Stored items
────

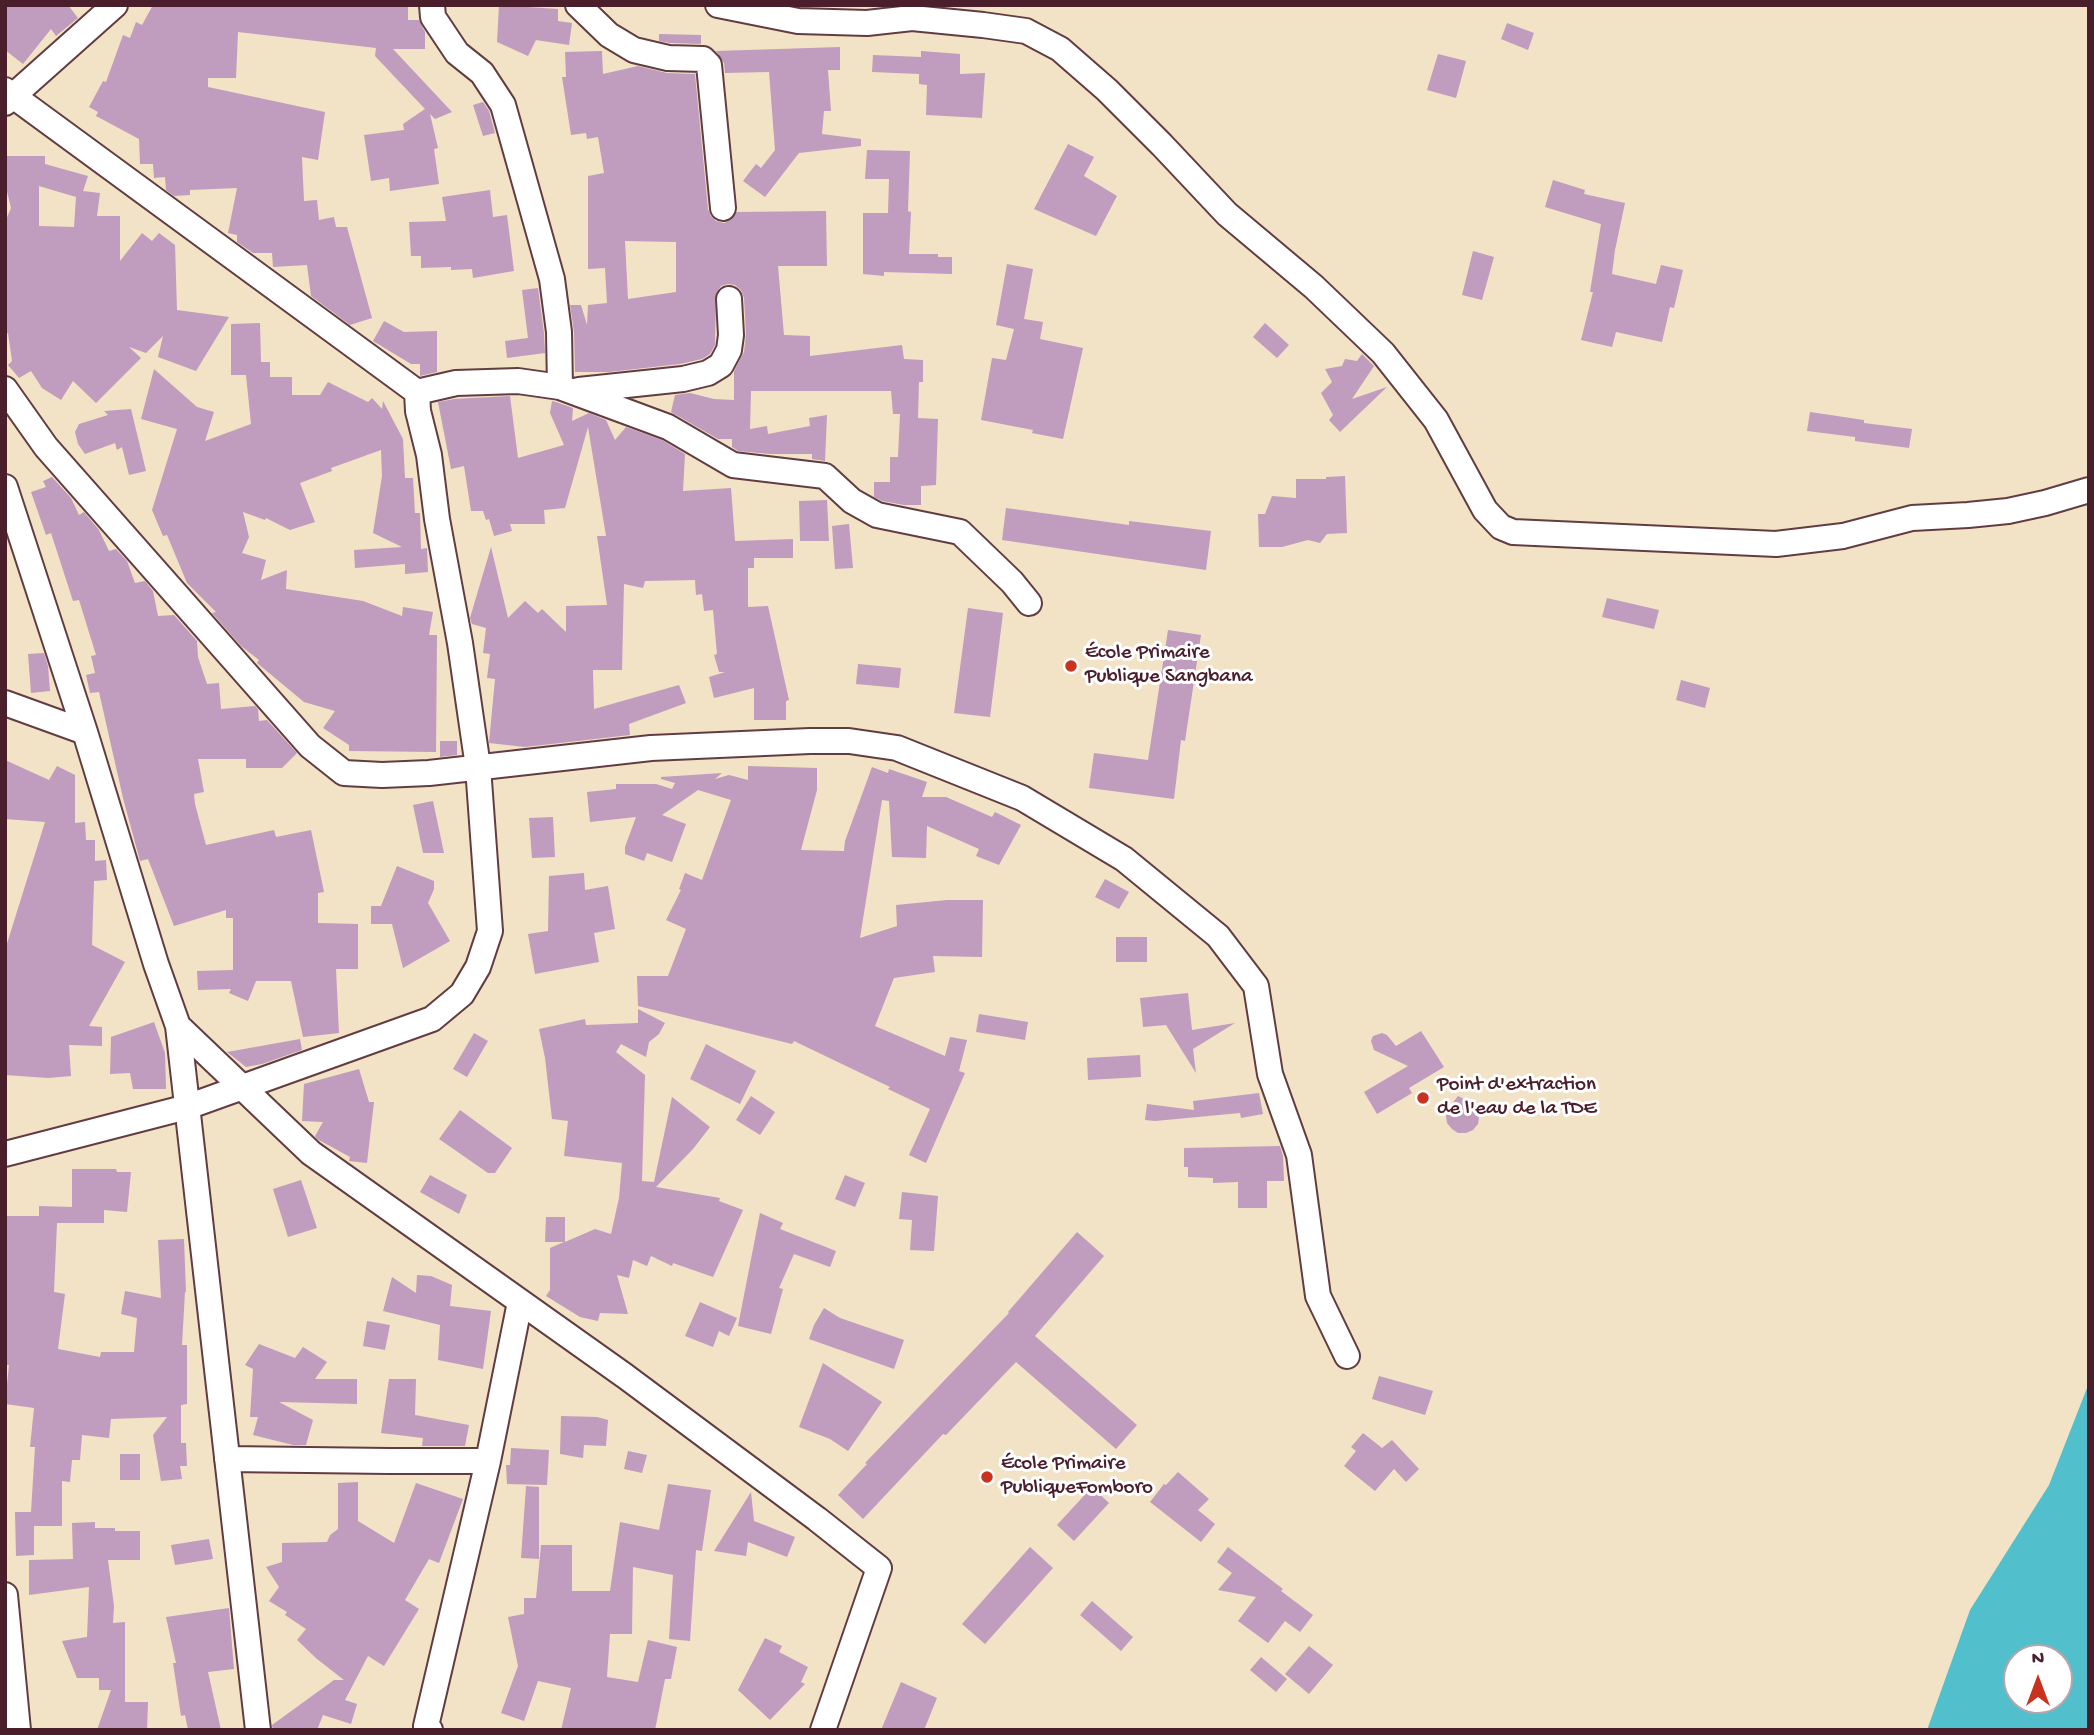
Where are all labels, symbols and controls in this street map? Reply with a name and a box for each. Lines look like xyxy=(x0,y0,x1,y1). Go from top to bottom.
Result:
place label: École Primaire Publique Sangbana xyxy=(1085,641,1253,691)
marker: École Primaire Publique Sangbana xyxy=(1063,658,1079,674)
place label: Point d'extraction de l'eau de la TDE xyxy=(1437,1073,1597,1123)
marker: Point d'extraction de l'eau de la TDE xyxy=(1415,1090,1431,1106)
place label: École Primaire PubliqueFomboro xyxy=(1001,1452,1153,1502)
marker: École Primaire PubliqueFomboro xyxy=(979,1469,995,1485)
north arrow xyxy=(2003,1644,2073,1714)
text: N xyxy=(2032,1648,2044,1671)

────

- _Required action_:
Images do not belong in the copy; reproduce all other parts of the records above verbatim.

- _Response box_:
Where are all labels, symbols and controls in this street map? Reply with a name and a box for each. Lines look like xyxy=(x0,y0,x1,y1). Go from top to bottom.
Result:
place label: École Primaire Publique Sangbana xyxy=(1085,641,1253,691)
marker: École Primaire Publique Sangbana xyxy=(1063,658,1079,674)
place label: Point d'extraction de l'eau de la TDE xyxy=(1437,1073,1597,1123)
marker: Point d'extraction de l'eau de la TDE xyxy=(1415,1090,1431,1106)
place label: École Primaire PubliqueFomboro xyxy=(1001,1452,1153,1502)
marker: École Primaire PubliqueFomboro xyxy=(979,1469,995,1485)
north arrow xyxy=(2003,1644,2073,1714)
text: N xyxy=(2032,1648,2044,1671)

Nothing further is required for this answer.